Nachbarwohnung   »Wo schleppt denn dich der Teufel hin, daß du nur in Unterhosen hier rumrennst?« kreischte sie und rieb sich den Kopf. Der Mann, der nur mit Unterwäsche bekleidet war, einen Koffer in der Hand und eine Schiebermütze auf dem Kopf hatte, antwortete mit geschlossenen Augen und mit seltsamer schläfriger Stimme:

»Der Badeofen . . .die Farbe. . . Was allein das Tünchen gekostet hat . . .« Er brach in Tränen aus und kläffte: »Raus!«

Er stürzte davon, aber nicht die Treppe hinunter, sondern wieder hinauf bis zu dem Treppenabsatz mit der vom Fuß des Planungsökonomen zerstoßenen Scheibe, und durch dieses Fenster flog er, die Beine voran, hinaus. Annuschka vergaß ihren Hinterkopf, stieß einen Schrei aus und sauste ebenfalls zum Fenster. Sie legte sich bäuchlings auf den Treppenabsatz und steckte den Kopf hinaus, in der Erwartung, auf dem Asphalt, von der Hoflaterne beleuchtet, den zerschmetterten Mann mit dem Koffer zu sehen.
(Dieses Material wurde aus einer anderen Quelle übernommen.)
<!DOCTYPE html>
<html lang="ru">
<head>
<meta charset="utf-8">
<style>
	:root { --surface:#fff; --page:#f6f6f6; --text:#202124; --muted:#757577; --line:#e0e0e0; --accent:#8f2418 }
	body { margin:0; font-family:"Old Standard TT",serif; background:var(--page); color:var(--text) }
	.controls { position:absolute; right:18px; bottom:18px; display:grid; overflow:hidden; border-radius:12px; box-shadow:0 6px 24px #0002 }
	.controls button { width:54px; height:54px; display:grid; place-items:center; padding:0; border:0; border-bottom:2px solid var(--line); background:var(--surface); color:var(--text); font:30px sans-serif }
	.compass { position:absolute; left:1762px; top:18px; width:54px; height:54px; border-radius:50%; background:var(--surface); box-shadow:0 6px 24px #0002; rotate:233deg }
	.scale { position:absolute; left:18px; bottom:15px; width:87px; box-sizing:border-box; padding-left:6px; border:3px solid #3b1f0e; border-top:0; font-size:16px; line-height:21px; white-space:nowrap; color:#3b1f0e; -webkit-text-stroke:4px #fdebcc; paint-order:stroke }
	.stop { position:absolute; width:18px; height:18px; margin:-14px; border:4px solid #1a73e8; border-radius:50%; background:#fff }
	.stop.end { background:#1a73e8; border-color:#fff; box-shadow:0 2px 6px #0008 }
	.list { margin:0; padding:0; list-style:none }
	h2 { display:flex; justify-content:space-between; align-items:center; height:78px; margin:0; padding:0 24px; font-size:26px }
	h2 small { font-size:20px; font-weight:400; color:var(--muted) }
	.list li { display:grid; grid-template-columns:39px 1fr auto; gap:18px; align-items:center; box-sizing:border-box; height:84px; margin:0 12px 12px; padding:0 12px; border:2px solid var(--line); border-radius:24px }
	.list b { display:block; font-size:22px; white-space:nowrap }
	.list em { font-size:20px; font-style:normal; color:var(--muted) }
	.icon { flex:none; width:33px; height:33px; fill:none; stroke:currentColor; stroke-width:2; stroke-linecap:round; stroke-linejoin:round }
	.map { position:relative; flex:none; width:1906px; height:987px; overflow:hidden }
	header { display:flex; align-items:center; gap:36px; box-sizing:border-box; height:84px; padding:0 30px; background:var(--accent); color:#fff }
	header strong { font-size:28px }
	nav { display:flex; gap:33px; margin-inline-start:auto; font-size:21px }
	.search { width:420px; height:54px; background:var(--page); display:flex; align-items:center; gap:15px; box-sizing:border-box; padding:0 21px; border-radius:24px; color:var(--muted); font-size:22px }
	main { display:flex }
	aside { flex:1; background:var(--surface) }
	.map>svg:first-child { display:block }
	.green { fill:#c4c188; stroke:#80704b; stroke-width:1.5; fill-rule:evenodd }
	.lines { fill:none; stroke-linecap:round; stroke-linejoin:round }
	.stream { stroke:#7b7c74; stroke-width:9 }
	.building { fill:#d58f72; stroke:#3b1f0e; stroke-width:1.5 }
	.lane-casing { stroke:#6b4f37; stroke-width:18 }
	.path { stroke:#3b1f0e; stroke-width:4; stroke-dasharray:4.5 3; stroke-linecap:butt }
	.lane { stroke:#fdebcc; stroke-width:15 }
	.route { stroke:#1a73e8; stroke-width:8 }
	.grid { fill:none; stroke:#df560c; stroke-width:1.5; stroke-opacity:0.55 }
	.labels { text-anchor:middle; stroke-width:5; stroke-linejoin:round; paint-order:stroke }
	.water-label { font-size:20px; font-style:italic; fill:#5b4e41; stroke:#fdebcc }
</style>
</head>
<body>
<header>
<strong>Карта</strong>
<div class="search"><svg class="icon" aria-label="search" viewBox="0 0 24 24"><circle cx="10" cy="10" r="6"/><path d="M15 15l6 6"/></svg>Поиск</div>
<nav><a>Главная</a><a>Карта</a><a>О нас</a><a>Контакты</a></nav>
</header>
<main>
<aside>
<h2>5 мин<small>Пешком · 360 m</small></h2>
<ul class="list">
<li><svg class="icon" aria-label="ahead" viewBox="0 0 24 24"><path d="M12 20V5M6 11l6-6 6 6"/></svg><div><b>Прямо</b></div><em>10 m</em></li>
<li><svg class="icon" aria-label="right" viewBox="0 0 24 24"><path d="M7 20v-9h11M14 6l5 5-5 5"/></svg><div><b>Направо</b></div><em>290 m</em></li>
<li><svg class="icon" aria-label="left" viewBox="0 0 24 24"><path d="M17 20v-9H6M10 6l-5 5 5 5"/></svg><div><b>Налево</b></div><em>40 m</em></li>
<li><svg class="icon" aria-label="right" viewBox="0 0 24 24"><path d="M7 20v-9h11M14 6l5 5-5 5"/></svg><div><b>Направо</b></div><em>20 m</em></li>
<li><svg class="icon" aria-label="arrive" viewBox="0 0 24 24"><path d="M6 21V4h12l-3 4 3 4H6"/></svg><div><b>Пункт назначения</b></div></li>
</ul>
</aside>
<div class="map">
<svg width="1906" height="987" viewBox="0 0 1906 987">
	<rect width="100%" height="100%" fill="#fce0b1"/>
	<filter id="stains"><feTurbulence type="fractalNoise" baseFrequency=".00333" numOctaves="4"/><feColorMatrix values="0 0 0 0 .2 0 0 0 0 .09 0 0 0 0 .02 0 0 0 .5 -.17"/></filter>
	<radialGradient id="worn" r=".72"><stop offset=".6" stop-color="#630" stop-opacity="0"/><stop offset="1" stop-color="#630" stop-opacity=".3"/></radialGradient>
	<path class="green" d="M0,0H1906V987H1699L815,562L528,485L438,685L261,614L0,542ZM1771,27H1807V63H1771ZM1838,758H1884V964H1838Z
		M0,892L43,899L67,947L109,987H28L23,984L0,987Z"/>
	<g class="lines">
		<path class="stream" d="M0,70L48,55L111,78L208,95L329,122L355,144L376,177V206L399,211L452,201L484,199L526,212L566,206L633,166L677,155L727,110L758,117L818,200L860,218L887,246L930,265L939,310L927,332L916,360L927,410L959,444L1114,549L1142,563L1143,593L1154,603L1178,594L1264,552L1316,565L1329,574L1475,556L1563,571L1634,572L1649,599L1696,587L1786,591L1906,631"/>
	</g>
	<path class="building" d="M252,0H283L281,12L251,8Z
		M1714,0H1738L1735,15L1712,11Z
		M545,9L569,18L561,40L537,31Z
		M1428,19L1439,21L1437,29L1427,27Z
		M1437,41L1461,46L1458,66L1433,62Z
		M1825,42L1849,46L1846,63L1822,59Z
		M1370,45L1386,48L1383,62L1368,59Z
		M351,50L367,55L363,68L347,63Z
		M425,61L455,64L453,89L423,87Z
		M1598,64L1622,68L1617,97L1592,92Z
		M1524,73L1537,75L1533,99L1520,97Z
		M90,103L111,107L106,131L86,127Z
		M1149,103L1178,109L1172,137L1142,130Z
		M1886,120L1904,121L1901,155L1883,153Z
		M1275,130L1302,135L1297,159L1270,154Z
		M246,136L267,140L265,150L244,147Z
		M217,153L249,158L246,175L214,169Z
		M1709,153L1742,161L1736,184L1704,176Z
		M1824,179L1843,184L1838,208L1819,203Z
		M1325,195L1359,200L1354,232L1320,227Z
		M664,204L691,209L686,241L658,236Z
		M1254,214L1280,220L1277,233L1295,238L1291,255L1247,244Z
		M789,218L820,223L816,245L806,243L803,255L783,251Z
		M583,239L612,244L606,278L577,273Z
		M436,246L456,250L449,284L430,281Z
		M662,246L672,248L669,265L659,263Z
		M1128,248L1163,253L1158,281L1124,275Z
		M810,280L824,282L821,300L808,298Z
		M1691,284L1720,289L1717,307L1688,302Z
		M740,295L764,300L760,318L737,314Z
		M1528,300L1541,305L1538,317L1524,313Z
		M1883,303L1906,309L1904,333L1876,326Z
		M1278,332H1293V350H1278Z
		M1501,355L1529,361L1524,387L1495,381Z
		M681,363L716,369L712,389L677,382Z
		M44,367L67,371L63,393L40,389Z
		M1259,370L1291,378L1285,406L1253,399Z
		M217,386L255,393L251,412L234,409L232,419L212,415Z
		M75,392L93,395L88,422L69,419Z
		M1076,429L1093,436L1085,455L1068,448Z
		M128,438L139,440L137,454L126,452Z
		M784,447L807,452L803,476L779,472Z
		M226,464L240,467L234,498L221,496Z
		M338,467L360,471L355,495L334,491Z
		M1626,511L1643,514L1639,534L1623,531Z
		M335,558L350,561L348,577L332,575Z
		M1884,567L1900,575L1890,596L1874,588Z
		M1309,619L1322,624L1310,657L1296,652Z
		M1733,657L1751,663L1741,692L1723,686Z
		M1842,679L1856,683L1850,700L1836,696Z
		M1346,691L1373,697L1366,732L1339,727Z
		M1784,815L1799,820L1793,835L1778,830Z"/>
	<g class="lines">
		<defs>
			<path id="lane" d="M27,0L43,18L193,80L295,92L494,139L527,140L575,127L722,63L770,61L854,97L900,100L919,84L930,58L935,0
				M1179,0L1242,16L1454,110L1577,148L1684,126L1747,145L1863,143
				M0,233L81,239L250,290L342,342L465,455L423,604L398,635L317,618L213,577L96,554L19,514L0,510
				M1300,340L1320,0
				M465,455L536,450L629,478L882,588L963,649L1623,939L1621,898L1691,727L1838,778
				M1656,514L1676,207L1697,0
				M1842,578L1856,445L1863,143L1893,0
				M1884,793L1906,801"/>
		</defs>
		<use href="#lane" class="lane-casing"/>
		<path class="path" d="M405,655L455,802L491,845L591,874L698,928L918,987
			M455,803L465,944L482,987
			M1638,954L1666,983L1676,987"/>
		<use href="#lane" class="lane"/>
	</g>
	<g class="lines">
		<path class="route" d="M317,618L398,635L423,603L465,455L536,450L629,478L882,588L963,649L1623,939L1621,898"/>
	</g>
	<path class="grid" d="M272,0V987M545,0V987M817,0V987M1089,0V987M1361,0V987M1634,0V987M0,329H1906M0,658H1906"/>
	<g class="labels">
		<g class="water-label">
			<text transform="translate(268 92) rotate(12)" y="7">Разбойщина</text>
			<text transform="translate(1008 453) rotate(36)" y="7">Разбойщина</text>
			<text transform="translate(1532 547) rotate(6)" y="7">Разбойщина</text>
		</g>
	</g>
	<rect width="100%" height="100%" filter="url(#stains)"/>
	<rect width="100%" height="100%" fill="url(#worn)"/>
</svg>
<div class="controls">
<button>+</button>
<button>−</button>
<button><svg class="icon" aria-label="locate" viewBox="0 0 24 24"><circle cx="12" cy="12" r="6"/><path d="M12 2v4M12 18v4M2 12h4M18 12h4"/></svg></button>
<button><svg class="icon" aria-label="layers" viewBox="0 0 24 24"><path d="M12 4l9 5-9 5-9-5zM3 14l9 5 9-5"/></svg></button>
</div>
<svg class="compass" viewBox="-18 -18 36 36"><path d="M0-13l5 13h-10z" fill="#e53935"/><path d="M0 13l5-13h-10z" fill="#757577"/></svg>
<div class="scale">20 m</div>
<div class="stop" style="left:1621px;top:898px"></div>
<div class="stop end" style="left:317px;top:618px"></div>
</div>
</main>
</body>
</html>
Aber nichts dergleichen.

Ihr blieb nur übrig, anzunehmen, daß das sonderbare schläfrige Individuum wie ein Vogel davongeflogen und spurlos verschwunden sei. Sie bekreuzigte sich und dachte: Wirklich eine feine Wohnung, die Nummer fünfzig! Nicht umsonst reden die Leute . . . Ach, ist das eine Wohnung! Sie hatte das noch nicht zu Ende gedacht, als oben abermals die Tür klappte und jemand heruntergelaufen kam. Annuschka quetschte sich an die Wand und erblickte einen gutsituierten Bürger mit Kinnbart und, wie ihr schien, ferkelartigem Gesicht, der an ihr vorbeischlüpfte und das Haus auf demselben Weg verließ wie der erste, ohne auf dem Asphalt zu zerschmettern. Jetzt vergaß Annuschka sogar schon den Zweck ihres Ausgangs und blieb auf der Treppe stehen, sich bekreuzigend, ächzend und mit sich selbst redend.

Der dritte war ohne Bart, hatte ein rundes rasiertes Gesicht, trug eine Russenbluse und flatterte ebenfalls durchs Fenster davon.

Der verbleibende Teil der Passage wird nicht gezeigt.